BEGIN SUPPLIED RECORDS
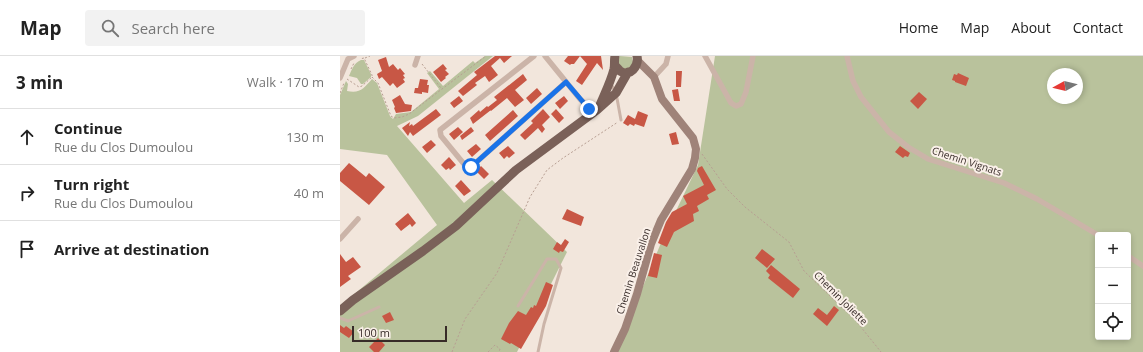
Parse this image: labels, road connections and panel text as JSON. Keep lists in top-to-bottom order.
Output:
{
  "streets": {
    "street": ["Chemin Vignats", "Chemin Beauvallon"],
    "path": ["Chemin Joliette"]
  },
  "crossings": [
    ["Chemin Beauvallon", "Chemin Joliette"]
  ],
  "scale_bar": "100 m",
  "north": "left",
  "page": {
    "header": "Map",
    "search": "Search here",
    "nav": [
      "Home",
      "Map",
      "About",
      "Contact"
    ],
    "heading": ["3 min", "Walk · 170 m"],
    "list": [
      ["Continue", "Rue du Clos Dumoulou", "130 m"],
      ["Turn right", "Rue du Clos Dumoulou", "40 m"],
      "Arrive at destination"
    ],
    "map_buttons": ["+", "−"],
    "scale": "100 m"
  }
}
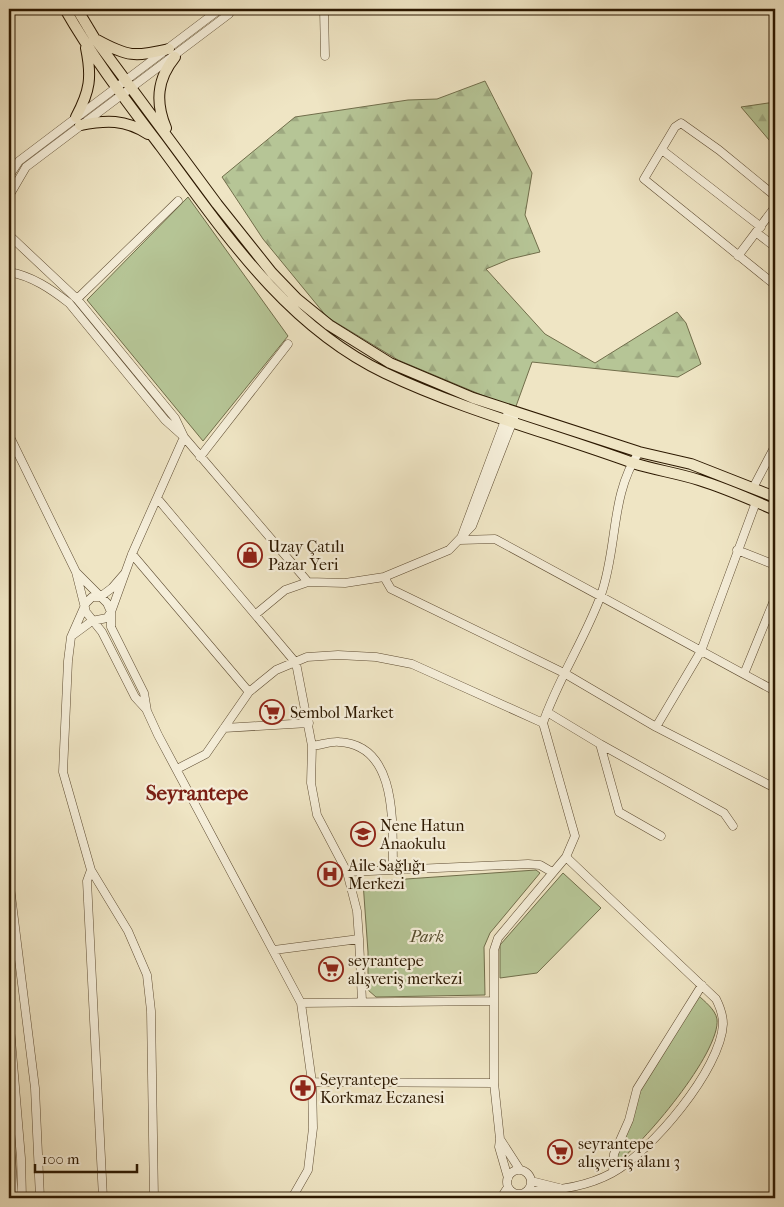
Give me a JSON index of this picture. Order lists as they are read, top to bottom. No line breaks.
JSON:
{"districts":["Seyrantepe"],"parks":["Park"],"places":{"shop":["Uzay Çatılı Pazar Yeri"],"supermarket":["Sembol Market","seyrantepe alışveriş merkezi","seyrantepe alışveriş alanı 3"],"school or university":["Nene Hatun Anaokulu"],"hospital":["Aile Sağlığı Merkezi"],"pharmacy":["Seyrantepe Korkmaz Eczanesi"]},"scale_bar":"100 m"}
END SUPPLIED RECORDS
# WHAT IS REQUIRED
All lines that include the word "lists" must be copied from the material above.

# OUTPUT FOR THIS EXERCISE
Parse this image: labels, road connections and panel text as JSON. Keep lists in top-to-bottom order.
Give me a JSON index of this picture. Order lists as they are read, top to bottom. No line breaks.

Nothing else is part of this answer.